Nanoparticle combines two kinds of quantum dots for color changing, molecule tagging

Columbus, OH--Engineers at Ohio State University have invented a new kind of light-emitting nanoparticle that can change colors to tag molecules in biomedical tests.

Mar 28th, 2011

Columbus, OH--Engineers at Ohio State University have invented a new kind of light-emitting nanoparticle that can change colors to tag molecules in biomedical testing.

Two different types of quantum dot (QD), one green-emitting and one red-emitting, are stuffed inside a "micelle," which is a nano-sized spherical container. The micelles have varying combinations of red and green QDs inside them.

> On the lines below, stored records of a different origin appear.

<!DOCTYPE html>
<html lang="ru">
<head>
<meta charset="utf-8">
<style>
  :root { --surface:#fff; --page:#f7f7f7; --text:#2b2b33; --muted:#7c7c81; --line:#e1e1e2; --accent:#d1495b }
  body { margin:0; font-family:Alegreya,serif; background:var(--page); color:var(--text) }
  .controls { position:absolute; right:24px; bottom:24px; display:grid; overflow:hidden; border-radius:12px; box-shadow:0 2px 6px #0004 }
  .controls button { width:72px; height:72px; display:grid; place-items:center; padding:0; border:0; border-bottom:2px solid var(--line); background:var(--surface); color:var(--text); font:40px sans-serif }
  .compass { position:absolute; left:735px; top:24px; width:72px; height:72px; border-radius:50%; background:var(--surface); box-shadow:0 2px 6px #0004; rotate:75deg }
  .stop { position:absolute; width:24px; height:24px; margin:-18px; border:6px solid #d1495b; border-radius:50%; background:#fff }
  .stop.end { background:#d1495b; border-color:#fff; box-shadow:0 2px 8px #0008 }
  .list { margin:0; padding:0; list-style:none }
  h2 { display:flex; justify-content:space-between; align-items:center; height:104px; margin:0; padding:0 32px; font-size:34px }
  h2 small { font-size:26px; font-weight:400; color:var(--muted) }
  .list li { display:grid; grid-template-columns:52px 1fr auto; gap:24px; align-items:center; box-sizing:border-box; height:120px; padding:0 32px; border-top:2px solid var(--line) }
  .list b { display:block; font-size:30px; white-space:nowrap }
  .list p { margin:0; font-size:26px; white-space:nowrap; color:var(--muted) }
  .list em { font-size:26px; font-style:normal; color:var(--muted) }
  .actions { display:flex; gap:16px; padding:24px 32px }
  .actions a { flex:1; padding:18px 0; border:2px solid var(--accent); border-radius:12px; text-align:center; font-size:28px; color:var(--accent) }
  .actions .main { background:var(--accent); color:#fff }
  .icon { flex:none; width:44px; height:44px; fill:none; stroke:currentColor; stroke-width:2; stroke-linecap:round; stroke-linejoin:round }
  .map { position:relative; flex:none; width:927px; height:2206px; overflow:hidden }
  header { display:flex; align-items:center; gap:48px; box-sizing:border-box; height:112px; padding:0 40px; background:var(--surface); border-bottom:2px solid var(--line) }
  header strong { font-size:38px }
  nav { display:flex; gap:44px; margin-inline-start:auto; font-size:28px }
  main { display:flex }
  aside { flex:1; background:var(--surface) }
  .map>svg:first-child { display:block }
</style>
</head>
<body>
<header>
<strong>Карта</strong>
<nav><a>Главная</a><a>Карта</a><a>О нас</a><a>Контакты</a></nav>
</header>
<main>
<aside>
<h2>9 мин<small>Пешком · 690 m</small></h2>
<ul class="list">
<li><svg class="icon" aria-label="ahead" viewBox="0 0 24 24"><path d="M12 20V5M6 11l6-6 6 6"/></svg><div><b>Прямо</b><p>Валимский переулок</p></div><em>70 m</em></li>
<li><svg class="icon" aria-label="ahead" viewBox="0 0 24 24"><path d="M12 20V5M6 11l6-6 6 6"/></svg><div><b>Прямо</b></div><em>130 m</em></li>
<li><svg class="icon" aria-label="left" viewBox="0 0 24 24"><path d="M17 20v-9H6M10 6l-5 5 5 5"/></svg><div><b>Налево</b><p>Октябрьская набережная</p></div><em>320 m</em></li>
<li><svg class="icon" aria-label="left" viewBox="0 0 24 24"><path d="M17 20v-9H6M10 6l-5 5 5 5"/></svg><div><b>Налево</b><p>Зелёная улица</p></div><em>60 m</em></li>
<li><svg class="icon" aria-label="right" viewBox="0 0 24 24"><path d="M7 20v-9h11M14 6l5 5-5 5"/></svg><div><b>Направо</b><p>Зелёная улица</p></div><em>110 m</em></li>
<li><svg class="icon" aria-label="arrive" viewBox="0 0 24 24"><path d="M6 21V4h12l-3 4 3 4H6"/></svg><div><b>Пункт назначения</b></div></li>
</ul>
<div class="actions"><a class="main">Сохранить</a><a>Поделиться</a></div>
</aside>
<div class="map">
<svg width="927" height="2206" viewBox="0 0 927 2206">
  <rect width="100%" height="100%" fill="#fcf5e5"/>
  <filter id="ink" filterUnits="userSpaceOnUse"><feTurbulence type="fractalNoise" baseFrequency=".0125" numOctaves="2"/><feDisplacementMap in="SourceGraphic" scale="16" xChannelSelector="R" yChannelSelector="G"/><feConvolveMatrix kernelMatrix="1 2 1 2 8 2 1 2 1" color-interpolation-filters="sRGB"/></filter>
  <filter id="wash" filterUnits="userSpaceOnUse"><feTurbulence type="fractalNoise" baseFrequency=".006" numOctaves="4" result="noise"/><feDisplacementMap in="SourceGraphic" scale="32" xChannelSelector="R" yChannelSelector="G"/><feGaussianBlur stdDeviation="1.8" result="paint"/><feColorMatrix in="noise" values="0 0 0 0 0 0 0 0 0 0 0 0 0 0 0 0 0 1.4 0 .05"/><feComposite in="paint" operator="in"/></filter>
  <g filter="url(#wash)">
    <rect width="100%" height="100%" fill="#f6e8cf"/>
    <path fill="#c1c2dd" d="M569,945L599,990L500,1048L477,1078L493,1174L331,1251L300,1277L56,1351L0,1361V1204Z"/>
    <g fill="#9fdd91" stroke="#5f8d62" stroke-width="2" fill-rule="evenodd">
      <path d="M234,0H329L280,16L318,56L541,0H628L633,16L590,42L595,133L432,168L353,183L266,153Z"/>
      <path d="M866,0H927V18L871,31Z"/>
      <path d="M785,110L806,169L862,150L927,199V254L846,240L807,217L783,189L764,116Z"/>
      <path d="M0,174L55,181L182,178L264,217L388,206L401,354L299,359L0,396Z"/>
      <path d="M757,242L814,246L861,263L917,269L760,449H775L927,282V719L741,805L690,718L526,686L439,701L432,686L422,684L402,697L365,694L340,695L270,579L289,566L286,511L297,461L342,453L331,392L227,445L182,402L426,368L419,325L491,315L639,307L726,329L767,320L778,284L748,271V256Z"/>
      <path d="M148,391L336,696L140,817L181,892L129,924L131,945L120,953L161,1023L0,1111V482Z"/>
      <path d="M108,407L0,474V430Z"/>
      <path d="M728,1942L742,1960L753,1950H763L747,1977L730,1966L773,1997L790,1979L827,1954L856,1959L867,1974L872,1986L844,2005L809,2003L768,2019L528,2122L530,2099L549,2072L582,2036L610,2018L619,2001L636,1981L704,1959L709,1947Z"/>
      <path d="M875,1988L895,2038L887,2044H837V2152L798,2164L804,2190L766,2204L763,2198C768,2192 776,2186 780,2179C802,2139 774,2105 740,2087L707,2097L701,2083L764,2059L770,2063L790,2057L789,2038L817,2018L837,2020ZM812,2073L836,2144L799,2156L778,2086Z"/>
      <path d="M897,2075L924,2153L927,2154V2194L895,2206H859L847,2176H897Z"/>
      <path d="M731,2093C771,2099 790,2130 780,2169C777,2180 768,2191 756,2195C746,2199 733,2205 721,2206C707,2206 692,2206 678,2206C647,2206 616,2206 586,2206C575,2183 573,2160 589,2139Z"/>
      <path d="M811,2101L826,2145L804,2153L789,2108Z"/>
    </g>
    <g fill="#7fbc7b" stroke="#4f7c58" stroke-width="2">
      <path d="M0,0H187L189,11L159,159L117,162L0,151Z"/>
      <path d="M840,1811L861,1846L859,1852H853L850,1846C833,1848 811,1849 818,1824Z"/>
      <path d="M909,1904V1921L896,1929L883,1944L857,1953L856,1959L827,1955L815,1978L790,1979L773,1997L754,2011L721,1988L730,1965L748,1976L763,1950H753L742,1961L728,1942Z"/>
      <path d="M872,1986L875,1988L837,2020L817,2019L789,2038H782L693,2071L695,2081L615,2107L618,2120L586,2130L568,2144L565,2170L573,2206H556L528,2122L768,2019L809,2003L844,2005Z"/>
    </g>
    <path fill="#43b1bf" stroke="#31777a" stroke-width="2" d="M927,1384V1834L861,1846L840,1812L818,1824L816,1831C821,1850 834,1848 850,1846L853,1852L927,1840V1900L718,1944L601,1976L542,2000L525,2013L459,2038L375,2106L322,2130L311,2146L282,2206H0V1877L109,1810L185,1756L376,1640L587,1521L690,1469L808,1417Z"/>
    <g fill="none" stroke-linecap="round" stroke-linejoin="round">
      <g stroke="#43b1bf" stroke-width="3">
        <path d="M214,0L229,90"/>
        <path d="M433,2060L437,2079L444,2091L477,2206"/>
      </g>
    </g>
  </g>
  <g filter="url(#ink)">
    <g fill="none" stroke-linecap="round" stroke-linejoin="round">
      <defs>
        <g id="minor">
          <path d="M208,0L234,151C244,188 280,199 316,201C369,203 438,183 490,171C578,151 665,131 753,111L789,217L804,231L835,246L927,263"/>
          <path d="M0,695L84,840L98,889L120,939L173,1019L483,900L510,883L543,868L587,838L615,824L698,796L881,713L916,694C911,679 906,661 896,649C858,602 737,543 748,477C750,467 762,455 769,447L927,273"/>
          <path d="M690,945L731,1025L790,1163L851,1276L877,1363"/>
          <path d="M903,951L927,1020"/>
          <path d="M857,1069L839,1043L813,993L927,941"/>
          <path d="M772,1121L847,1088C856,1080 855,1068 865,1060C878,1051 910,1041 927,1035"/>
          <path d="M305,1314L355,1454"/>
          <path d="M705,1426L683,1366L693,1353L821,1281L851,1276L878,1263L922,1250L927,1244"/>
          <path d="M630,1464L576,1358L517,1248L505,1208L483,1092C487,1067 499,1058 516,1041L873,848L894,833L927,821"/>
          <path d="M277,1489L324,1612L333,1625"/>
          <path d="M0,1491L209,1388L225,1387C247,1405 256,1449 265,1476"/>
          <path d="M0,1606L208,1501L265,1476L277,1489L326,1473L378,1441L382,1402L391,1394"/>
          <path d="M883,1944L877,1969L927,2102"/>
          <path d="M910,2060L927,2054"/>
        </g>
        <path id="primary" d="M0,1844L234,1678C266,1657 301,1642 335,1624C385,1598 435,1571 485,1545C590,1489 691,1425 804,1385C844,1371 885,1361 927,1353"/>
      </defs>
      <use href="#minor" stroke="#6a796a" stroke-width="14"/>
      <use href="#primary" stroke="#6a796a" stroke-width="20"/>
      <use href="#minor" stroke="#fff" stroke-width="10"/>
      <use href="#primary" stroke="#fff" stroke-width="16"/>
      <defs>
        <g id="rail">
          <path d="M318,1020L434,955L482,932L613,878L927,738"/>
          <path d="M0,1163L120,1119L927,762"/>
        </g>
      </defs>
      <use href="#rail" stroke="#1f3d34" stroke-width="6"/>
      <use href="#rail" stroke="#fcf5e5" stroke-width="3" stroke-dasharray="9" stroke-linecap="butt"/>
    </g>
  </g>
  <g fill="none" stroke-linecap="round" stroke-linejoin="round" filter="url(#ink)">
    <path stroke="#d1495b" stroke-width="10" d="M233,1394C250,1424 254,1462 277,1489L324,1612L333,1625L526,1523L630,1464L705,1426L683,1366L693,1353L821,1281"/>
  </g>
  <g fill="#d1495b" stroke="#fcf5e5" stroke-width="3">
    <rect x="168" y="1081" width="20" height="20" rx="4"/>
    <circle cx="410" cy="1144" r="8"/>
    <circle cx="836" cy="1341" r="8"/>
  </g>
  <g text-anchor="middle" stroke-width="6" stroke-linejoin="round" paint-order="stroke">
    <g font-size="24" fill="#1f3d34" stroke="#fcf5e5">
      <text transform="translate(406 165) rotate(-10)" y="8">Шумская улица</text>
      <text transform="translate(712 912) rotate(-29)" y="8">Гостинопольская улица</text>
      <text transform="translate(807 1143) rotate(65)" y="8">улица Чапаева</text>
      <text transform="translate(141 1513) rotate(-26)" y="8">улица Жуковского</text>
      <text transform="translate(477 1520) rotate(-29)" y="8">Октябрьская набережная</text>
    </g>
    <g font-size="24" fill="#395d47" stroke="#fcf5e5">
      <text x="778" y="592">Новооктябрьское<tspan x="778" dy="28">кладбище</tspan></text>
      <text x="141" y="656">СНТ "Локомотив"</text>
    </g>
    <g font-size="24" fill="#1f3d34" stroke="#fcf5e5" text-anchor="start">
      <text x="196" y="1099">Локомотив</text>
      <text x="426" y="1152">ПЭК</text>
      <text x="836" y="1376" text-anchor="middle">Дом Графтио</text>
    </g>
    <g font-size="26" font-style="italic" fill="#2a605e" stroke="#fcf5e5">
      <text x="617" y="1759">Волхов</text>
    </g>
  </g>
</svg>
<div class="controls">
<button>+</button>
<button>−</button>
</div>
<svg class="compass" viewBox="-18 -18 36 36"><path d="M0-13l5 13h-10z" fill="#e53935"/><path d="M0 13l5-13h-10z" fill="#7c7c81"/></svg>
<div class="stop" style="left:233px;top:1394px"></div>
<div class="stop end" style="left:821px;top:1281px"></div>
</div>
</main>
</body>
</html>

Due to quantum-mechanical effects, QDs blink on and off in random sequences. When many QDs come together, however, their random blinking is less noticeable. So, large clusters of QDs appear to glow with a steady light.

This blinking has been a problem for researchers, because it breaks up the trajectory of a moving particle or tagged molecule that they are trying to follow. Yet blinking is also beneficial, because when QDs come together and the blinking disappears, researchers know for certain that tagged molecules have aggregated.

"Blinking is good and bad," explained Gang Ruan, one of the researchers. "But one day we realized that we could use the 'good' and avoid the 'bad' at the same time, by grouping a few QDs of different colors together inside a micelle."

Micelles of a feather flock together
In tests, he and fellow researcher Jessica Winter confirmed that the micelles appeared to glow steadily. Those stuffed with only red QDs glowed red, and those stuffed with green glowed green. But those he stuffed with red and green dots alternated from red to green to yellow.

"We can tailor these particles to tag particular molecules, and use the colors to track processes that we wouldn't otherwise be able to," he added. "Also, this work could be groundbreaking for the field of nanotechnology as a whole, because it solves two seemingly irreconcilable problems with using QDs."

Winter and Ruan said that the particles could also be used in microfluidics: researchers who are developing medical devices with fluid-separation channels could use QDs to follow the fluid's path.

Winter and Ruan want to explore what happens when QDs of a third color are added to the mix.